Segment Start: The records
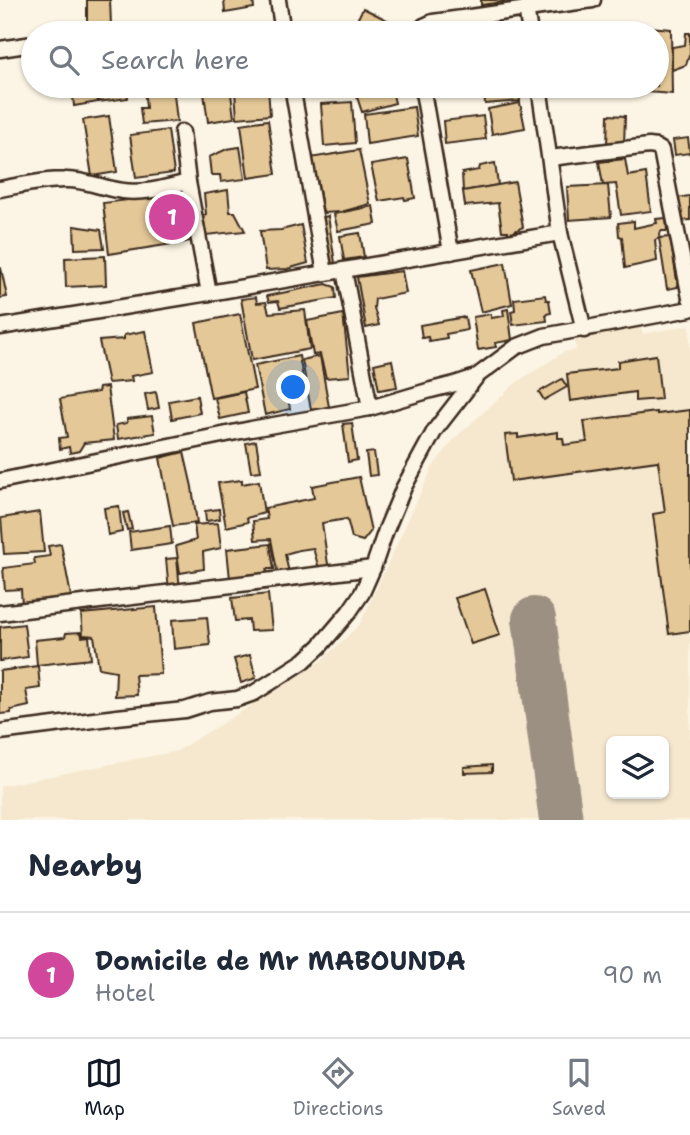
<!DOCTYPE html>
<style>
body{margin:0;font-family:"Shantell Sans",sans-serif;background:#f6f6f7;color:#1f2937}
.controls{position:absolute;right:21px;bottom:21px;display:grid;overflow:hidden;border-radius:10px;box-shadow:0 2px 5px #0004}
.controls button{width:63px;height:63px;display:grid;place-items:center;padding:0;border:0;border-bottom:2px solid #e0e1e3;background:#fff;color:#1f2937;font:35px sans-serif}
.you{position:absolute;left:294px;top:388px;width:24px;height:24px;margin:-18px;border:5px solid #fff;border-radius:50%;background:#1a73e8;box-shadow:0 0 0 10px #1a73e833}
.badge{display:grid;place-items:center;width:46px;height:46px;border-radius:50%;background:#111827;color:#fff;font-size:23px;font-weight:700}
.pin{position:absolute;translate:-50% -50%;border:4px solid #fff;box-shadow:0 2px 7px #0006}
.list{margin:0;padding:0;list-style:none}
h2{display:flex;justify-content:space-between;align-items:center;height:91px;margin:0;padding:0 28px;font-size:30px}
h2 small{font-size:23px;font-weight:400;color:#747a83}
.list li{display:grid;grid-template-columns:46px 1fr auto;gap:21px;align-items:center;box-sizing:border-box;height:126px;padding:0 28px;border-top:2px solid #e0e1e3}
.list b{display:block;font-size:26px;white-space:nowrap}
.list p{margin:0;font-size:23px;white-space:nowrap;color:#747a83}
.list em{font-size:23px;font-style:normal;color:#747a83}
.icon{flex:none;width:38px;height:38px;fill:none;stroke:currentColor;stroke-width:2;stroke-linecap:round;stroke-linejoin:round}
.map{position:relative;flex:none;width:690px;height:820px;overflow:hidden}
.search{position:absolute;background:#fff;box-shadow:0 2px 5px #0004;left:21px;right:21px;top:21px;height:77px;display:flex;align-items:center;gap:18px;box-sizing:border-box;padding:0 24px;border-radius:38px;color:#747a83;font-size:26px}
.sheet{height:217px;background:#fff}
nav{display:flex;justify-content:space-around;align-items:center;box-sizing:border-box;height:98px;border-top:2px solid #e0e1e3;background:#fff;font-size:19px;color:#747a83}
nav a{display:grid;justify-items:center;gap:4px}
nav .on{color:#111827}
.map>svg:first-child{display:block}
.built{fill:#f5e8ce;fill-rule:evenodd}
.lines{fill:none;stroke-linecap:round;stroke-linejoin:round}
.taxiway{stroke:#9c9082;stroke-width:44}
.building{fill:#e4c898;stroke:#3b2a1e;stroke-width:2}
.street-casing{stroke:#3b2a1e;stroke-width:19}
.street{stroke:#fcf5e5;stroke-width:14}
</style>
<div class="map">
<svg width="690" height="820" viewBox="0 0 690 820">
<rect width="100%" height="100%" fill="#fcf5e5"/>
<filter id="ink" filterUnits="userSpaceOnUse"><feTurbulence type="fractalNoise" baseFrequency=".0143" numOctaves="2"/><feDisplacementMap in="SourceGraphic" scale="14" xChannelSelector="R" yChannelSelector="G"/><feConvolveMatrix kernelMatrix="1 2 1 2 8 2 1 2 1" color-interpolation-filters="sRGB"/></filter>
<g filter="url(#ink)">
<path class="built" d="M640,325l3,9 47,-9v495h-690v-34l177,-35 70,-43 74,-47 39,-37 73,-158 22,-28 62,-56 47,-30 12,-2 -2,-11zM611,741h53v53h-53z"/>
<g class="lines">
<polyline class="taxiway" points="534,619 561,820"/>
</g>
<g class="building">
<polygon points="87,0 110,0 111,25 87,26"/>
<polygon points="224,0 253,0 254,8 225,13"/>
<polygon points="481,0 542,0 519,4 517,0 481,5"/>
<polygon points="363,8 395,24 390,33 359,33 352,30"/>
<polygon points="649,27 671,29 672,94 647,92 647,86 657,86 657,33 649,33"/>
<polygon points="686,33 690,33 690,53 686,65 672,70 672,47 685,45"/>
<polygon points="72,86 96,86 98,102 74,106"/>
<polygon points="96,86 126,86 128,98 99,102"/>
<polygon points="144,86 173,86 177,121 142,124 140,108 146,108"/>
<polygon points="203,86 230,86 234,118 208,122"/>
<polygon points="298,86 337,86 337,88 299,91"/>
<polygon points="383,86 391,86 395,103 362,112 356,94"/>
<polygon points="484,86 519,86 520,101 485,104"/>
<polygon points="604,86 632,86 632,92 604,87"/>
<polygon points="268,88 270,115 237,118 235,91"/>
<polygon points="352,102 355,143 324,146 321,104"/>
<polygon points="520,103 525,128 492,134 488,109"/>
<polygon points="414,107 418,136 367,144 364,114"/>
<polygon points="608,115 625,116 624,146 607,145"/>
<polygon points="109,116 117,172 92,176 83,120"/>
<polygon points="483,116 486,139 445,144 443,121"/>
<polygon points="268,120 276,174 248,178 241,124"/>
<polygon points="168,130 174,173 136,178 130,135"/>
<polygon points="688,138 690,153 675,155 673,140"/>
<polygon points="240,147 245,179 221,182 220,175 211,175 209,157 227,149"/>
<polygon points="359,150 370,204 341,212 323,213 317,179 313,180 310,158"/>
<polygon points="408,159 415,198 405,200 404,197 379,201 371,165"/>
<polygon points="625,159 628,176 646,173 651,211 621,215 616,184 603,185 599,162"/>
<polygon points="495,163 498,185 463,191 462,173 479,170 480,166"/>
<polygon points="515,182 523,227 515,231 516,235 508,235 508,231 502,231 498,203 465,206 463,191"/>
<polygon points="608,185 611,217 569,220 567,187"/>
<polygon points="228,190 230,212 235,212 245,231 206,235 203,216 206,214 204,194"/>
<polygon points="185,193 191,241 109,254 103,203"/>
<polygon points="690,196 690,220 679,221 676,198"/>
<polygon points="373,206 376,224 338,231 334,214"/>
<polygon points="328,216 335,263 327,265 320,218"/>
<polygon points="666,218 667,231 661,231 659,238 655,240 657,261 625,268 622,237 619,236 618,223 634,221 634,228 657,223 656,219"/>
<polygon points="301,225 308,263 287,269 266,270 260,231 281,230"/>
<polygon points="74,226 101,230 104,248 75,249"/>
<polygon points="360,233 364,257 344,260 340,236"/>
<polygon points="670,237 678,287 667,289 659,238"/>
<polygon points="105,256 106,285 66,287 65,258"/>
<polygon points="505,263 512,304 481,312 471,270"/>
<polygon points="0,268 1,268 7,297 0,298"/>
<polygon points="402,271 406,293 375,299 374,308 379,325 366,328 357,277"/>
<polygon points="326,284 335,287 336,298 280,308 278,301 269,302 267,296"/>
<polygon points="545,295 546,300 549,300 551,313 546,314 547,321 513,325 511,311 515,310 514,299"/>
<polygon points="256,297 257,303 266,302 269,313 305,310 310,349 252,360 241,299"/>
<polygon points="508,309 512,340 495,343 496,347 478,350 473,317 491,314 491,318 504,316 503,310"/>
<polygon points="240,314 255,389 211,398 196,323"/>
<polygon points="343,314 350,376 326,378 320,354 313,355 307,321"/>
<polygon points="465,317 467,330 446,334 447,338 429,341 428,337 422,338 420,325"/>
<polygon points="145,331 153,372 131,376 132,381 108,383 99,341 124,339 124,335"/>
<polygon points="656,355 661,399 635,401 635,392 570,401 567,374 618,368 618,361"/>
<polygon points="299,356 303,378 289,382 287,391 290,409 265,415 255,365"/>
<polygon points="320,356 329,407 311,410 302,360"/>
<polygon points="392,360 397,387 379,390 374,364"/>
<polygon points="562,379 567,387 544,400 539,392"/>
<polygon points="107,387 114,440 84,443 79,451 70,453 69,447 60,449 59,438 67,437 60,399 98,392 99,388"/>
<polygon points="156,392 159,408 148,410 145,394"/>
<polygon points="244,392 248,413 220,419 215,398"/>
<polygon points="197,396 200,413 172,419 169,401"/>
<polygon points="690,410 690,631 669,634 653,514 665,512 658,461 511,481 505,435 518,434 518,438 558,432 558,438 563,438 564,445 587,442 584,421 657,412 657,414"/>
<polygon points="152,416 155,433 118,439 116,425 127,423 127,419"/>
<polygon points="352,423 357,460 348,462 343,424"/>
<polygon points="256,441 261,471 251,472 246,443"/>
<polygon points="184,452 192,487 197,523 173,526 160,458"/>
<polygon points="374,452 377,475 369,476 366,453"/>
<polygon points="359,477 371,531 363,541 352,538 347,519 322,523 329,571 320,572 313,548 299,550 285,554 290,578 279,581 271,539 255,540 253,521 267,519 265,508 314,498 312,486"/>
<polygon points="242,480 242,484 259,481 264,513 247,518 248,522 226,527 218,483"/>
<polygon points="119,506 122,532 108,535 104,508"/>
<polygon points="219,509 220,519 206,521 205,511"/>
<polygon points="40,512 44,552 4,554 1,518"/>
<polygon points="128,512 132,529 127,530 123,513"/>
<polygon points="218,523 221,548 203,552 204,569 180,573 176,546 196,540 194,525"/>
<polygon points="170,526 172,544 131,550 129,532"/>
<polygon points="61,544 72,601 22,606 21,589 5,590 3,568 35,564 34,558 50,556 48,546"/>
<polygon points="270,544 274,569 267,569 266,576 230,579 227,549"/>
<polygon points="177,558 180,590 169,591 166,559"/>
<polygon points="485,589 500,635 471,644 455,598"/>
<polygon points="268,594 272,630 250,631 249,620 235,621 232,598"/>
<polygon points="156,607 161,674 135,675 137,695 115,696 116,671 99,668 94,636 83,635 81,614"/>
<polygon points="207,617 210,645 174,649 172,620"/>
<polygon points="24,624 28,657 0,661 0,627"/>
<polygon points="81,632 82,637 89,636 91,659 37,665 35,640 65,637 66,633"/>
<polygon points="250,655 256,678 241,683 234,659"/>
<polygon points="38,666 40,688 26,690 29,706 11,710 11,713 0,714 0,671"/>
<polygon points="492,765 492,772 464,773 464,767"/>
</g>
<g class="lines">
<g class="street-casing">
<g id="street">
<polyline points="278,0 283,33"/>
<polyline points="526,8 530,33"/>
<polyline points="417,33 424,26 433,22 593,0"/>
<polyline points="0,49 33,44"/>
<polyline points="292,86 325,273"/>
<polyline points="422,86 451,252"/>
<polyline points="539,86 560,233 584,330"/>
<polyline points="182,132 188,182 209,293"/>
<polyline points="550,158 649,146 656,147 661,150 690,298"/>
<path d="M0,189c21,-4 43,-9 65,-9 20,-1 39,9 58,11 21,3 45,-4 65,-9"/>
<polyline points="344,270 370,408"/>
<polyline points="0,327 209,293 560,233"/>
<polyline points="0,481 251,429 370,408 431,390 455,384 476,377"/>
<polyline points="0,613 373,568"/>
<polyline points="0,732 117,717 185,710 210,702 237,699 254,693 304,661 320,646 349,612 362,593 373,568 386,530 404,487 435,430 477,376 516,347 544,336 690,309"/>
</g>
</g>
<use href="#street" class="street"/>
</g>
</g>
</svg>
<div class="controls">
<button><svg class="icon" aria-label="layers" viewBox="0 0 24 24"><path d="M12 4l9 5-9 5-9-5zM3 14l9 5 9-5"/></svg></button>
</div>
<div class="you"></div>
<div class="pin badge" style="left:172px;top:217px;background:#d1479c">1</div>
<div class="search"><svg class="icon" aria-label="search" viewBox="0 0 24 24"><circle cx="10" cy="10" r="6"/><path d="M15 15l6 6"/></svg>Search here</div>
</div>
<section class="sheet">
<h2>Nearby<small></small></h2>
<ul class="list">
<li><span class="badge" style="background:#d1479c">1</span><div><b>Domicile de Mr MABOUNDA</b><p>Hotel</p></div><em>90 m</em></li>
</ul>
</section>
<nav>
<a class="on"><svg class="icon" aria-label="map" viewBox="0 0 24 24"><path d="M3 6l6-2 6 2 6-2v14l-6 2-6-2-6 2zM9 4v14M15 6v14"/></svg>Map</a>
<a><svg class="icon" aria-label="directions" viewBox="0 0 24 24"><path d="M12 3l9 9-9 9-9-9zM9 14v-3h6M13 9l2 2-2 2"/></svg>Directions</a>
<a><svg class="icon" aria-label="saved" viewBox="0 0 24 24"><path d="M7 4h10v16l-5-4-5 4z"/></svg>Saved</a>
</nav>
Segment End: The records
Looking at the records, state how many lines contain "filter" and write nothing besides that number.

:: Exercise answer ::
2